LAMPUNGCORNER.COM, Bandarlampung — Khawatir hewan dilindungi makin langka dan pembakaran hutan yang marak, Balai Taman Nasional Way Kambas (TNWK) bekerja sama dengan Polda Lampung.
Polda Lampung dan jajaran bertugas memberi pengamanan, khususnya Polres Lampung Tengah, Lampung Timur, dan Tulangbawang.
Wakapolda Lampung, Brigjen Pol Subiyanto, menyebutkan memang masih ada pembakaran hutan dan perburuan hewan langka di Lampung.
“Dalam hal ini kami saling menukar data dan informasi, juga membantu keamanan dan pengamanan,” ungkapnya, Jumat (7/1/2022).
Subiyanto menerangkan lima spesies kunci yang hanya ada di Indonesia bahkan di dunia, ternyata berada di Lampung. Yakni badak, harimau, gajah Sumatera, tapir, dan beruang madu.
“Harus dilindungi dan dikelola.
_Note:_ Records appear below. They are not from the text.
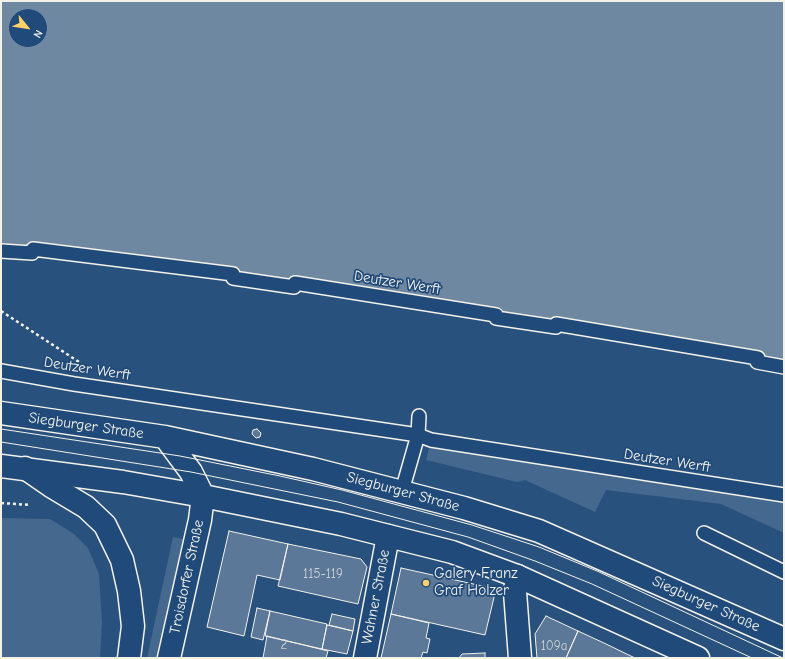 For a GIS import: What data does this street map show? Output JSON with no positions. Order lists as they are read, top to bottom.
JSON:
{
  "streets": {
    "main road": ["Siegburger Straße", "Troisdorfer Straße", "Wahner Straße"],
    "lane": ["Deutzer Werft"]
  },
  "places": ["Galery Franz Graf Holzer"],
  "house_numbers": ["115-119", "2", "109a"],
  "north": "bottom right"
}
Ini saja masih banyak yang diburu, gajah diambil gadingnya, tentu saja tidak ada toleransi untuk hukumnya,” tegas Subiyanto.
Sementara itu, Direktur Jenderal Konservasi Sumber Daya dan Ekosistem Kementerian Lingkungan Hidup dan Kehutanan (KSDAE KLHK), Wiratno, berharap dengan kerja sama ini aset di Way Kambas akan terjaga.
“Kita juga harus bangga karena ini bukan cuma milik Lampung, tapi Indonesia karena diakui di tingkat nasional, Asia, maupun dunia,” papar Wiranto.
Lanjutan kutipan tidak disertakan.